» **Material for this exercise**:
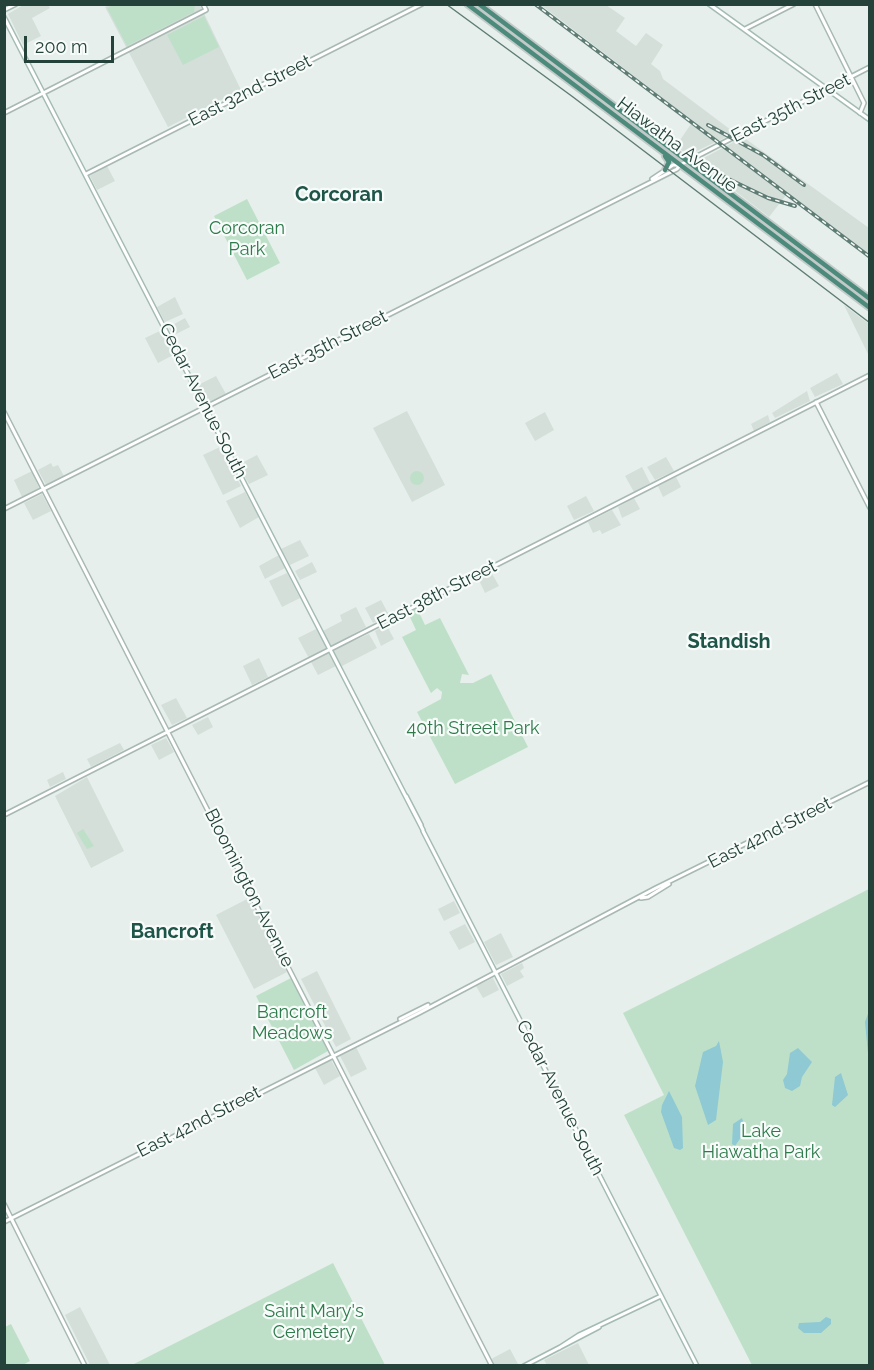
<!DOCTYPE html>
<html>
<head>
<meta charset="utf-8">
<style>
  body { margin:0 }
  #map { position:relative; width:874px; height:1370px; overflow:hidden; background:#e6efeb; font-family:Raleway,sans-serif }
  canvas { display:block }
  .frame { position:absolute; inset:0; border:6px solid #24423a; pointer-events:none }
  .scale { position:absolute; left:24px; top:36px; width:90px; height:27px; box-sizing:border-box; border:3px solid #24423a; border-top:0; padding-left:8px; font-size:18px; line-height:21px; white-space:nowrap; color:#24423a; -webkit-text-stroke:4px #f7fbf9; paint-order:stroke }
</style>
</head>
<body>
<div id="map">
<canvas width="874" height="1370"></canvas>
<div class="frame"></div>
<div class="scale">200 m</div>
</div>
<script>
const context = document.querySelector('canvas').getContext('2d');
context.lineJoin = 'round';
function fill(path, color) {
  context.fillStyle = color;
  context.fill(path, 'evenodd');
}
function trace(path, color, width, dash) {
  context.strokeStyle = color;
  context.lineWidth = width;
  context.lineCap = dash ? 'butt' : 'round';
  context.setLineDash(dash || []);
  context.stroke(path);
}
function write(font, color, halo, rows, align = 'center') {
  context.font = font + ' Raleway,sans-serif';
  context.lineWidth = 4.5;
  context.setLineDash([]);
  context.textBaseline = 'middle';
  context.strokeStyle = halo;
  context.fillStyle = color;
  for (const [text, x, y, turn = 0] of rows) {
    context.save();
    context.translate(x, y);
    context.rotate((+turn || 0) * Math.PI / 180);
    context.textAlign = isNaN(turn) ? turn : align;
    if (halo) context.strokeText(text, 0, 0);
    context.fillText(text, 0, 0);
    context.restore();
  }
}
fill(new Path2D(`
  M111 4 200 5 241 90 168 127 105 7Z
  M23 5H48L50 8 32 18 41 36 23 45 8 14Z
  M541 5H606L625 18 616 31 636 46 646 33 663 45 651 64 660 71 663 79 735 133 688 155 676 146 693 121Z
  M743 137 869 228V255L787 194 769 217 701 165 702 159Z
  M107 166 115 181 97 190 90 176Z
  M175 297 183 314 165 322 157 307Z
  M844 305 869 324V356Z
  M185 318 190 327 172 336 169 327Z
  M162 330 175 354 158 363 145 338Z
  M837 373 843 384 815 397 810 388Z
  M216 376 226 394 207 403 198 385Z
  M807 391 810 401 775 418 772 413Z
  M407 411 445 485 412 502 373 428Z
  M545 412 554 430 535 441 525 423Z
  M768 415 770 422 754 431 751 424Z
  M220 447 241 486 223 495 203 455Z
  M257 455 268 475 249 484 238 465Z
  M666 457 674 471 655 480 647 467Z
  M51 463 53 467 58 465 64 476 46 485 38 470Z
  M642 467 650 483 634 492 625 476Z
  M32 471 39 488 22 497 14 480Z
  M676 477 681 487 663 497 658 486Z
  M245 492 259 517 240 528 226 501Z
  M42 494 51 511 33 520 24 503Z
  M586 496 594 511 574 520 567 506Z
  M634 498 640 509 622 518 618 507Z
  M612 510 621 525 602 534 600 530 593 533 588 522Z
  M300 540 309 556 290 565 281 549Z
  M279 555 285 568 265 579 259 566Z
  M312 562 317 572 300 580 295 571Z
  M491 572 499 586 485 593 478 578Z
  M287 573 300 598 282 607 269 581Z
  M381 600 389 615 373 623 365 608Z
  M356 607 366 627 350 636 353 641 369 634 377 648 342 666 340 664 318 675 298 638 316 629 319 633 342 621 340 615Z
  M386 624 394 639 381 646 375 631Z
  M259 658 268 677 252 685 243 666Z
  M176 698 187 718 172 725 161 705Z
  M208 717 213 727 198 735 192 725Z
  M166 738 174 752 159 760 151 745Z
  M120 743 124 750 91 767 87 759Z
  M63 772 66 779 50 787 47 780Z
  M87 777 124 851 91 868 55 796Z
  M249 898 287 972 254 989 216 915Z
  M454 901 460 913 444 921 438 909Z
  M465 924 475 942 459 950 449 932Z
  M501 933 513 957 496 965 484 942Z
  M522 963 524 968 520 971 524 977 507 986 501 974Z
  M317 971 351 1039 336 1047 301 979Z
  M493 978 499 990 483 998 476 986Z
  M356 1047 367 1069 351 1077 340 1056Z
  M331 1060 340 1076 324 1085 315 1068Z
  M80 1307 93 1332 110 1365H90L65 1315Z
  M578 1343 589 1365H547L544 1360Z
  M510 1349 518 1364 486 1366 493 1358Z`), '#d4dfda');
fill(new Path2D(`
  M115 4H195V5L194 12 127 46 107 8Z
  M204 16 219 47 183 65 167 35Z
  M247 199 280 263 247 280 214 216Z
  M410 478a7 7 0 1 1 14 0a7 7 0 1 1-14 0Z
  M417 608 425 625 440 618 469 675 462 674 460 683H473L491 674 528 747 455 784 417 712 441 699 442 692 437 688 431 693 402 637 416 630 408 613Z
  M83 829 94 846 87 849 77 833Z
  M869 889V1365H752L624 1115 664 1095 623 1013Z
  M291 978 328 1051 294 1070 256 996Z
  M333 1263 385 1365H132Z
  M11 1324 30 1361 23 1365 5 1366V1327Z`), '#bfe0c8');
fill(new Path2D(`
  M869 1011V1064L865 1022Z
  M719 1041 723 1062 716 1120 708 1125 695 1086 703 1052 716 1046Z
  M798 1048 812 1062 802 1077 800 1086 792 1091 785 1088 783 1080 787 1074 790 1053Z
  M841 1073 848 1095 835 1107 832 1105 835 1077Z
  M669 1091 682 1117 683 1148 680 1150 674 1148 661 1112 662 1105Z
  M742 1118 746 1130 735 1146 732 1144 733 1124Z
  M826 1317 831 1319V1324L821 1333H804L798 1328 799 1323 820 1322Z`), '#8ec9d4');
const tertiary = new Path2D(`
  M815 4 864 103 860 113
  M745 29 794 4
  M4 113 206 10 203 4
  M86 174 422 4
  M652 179 673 165H680
  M816 402 870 508
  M4 412 492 1366
  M4 509 677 169 680 165 870 67
  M4 815 870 375
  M641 898 648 897 669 884
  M400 1019 428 1005
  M4 1204 85 1366
  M4 1222 419 1013 656 888 870 782`);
const secondary = new Path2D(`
  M709 4 870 120
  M4 10 16 4
  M4 17 423 830
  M406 796 421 825
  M423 831 697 1366
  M559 1348 579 1335 661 1296
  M524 1366 599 1327`);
const trunk = new Path2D(`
  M467 4 870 308
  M479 4 870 299
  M665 170 669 162 665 156`);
trace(tertiary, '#a8b8b2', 6);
trace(secondary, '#a4bbb3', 6);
trace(trunk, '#c2cac8', 8);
trace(tertiary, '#fff', 3);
trace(secondary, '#fff', 3);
trace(trunk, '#4c8a7c', 4.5);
trace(new Path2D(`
  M446 4 573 97 870 323`), '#5f7d75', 1.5);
const rail = new Path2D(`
  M535 4 870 257
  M708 125 763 155 804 185
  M718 174 768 198 795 206`);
trace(rail, '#5f7d75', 4);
trace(rail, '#f7fbf9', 1.5, [4.5]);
write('18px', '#24423a', '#f7fbf9', [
  ["East 32nd Street",250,91,-27],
  ["East 35th Street",791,108,-27],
  ["Hiawatha Avenue",677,145,37],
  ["East 35th Street",328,345,-27],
  ["Cedar Avenue South",203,401,63],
  ["East 38th Street",437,595,-27],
  ["East 42nd Street",770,833,-27],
  ["Bloomington Avenue",249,888,63],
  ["Cedar Avenue South",560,1098,63],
  ["East 42nd Street",199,1122,-27]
]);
write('18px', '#2d7a4b', '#f7fbf9', [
  ["Corcoran",247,229],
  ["Park",247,250],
  ["40th Street Park",473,729],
  ["Bancroft",292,1013],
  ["Meadows",292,1034],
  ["Lake",761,1132],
  ["Hiawatha Park",761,1153],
  ["Saint Mary's",314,1312],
  ["Cemetery",314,1333]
]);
write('bold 20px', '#1f5548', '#f7fbf9', [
  ["Corcoran",339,195],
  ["Standish",729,642],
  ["Bancroft",172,932]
]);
</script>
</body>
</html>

» **Instructions to follow**: Give exactly those lines of the listing that run from its first line through the line with "M111 4 200 5 241 90 168 127 105 7Z", leaving each picture out.

» **Answer box**:
<!DOCTYPE html>
<html>
<head>
<meta charset="utf-8">
<style>
  body { margin:0 }
  #map { position:relative; width:874px; height:1370px; overflow:hidden; background:#e6efeb; font-family:Raleway,sans-serif }
  canvas { display:block }
  .frame { position:absolute; inset:0; border:6px solid #24423a; pointer-events:none }
  .scale { position:absolute; left:24px; top:36px; width:90px; height:27px; box-sizing:border-box; border:3px solid #24423a; border-top:0; padding-left:8px; font-size:18px; line-height:21px; white-space:nowrap; color:#24423a; -webkit-text-stroke:4px #f7fbf9; paint-order:stroke }
</style>
</head>
<body>
<div id="map">
<canvas width="874" height="1370"></canvas>
<div class="frame"></div>
<div class="scale">200 m</div>
</div>
<script>
const context = document.querySelector('canvas').getContext('2d');
context.lineJoin = 'round';
function fill(path, color) {
  context.fillStyle = color;
  context.fill(path, 'evenodd');
}
function trace(path, color, width, dash) {
  context.strokeStyle = color;
  context.lineWidth = width;
  context.lineCap = dash ? 'butt' : 'round';
  context.setLineDash(dash || []);
  context.stroke(path);
}
function write(font, color, halo, rows, align = 'center') {
  context.font = font + ' Raleway,sans-serif';
  context.lineWidth = 4.5;
  context.setLineDash([]);
  context.textBaseline = 'middle';
  context.strokeStyle = halo;
  context.fillStyle = color;
  for (const [text, x, y, turn = 0] of rows) {
    context.save();
    context.translate(x, y);
    context.rotate((+turn || 0) * Math.PI / 180);
    context.textAlign = isNaN(turn) ? turn : align;
    if (halo) context.strokeText(text, 0, 0);
    context.fillText(text, 0, 0);
    context.restore();
  }
}
fill(new Path2D(`
  M111 4 200 5 241 90 168 127 105 7Z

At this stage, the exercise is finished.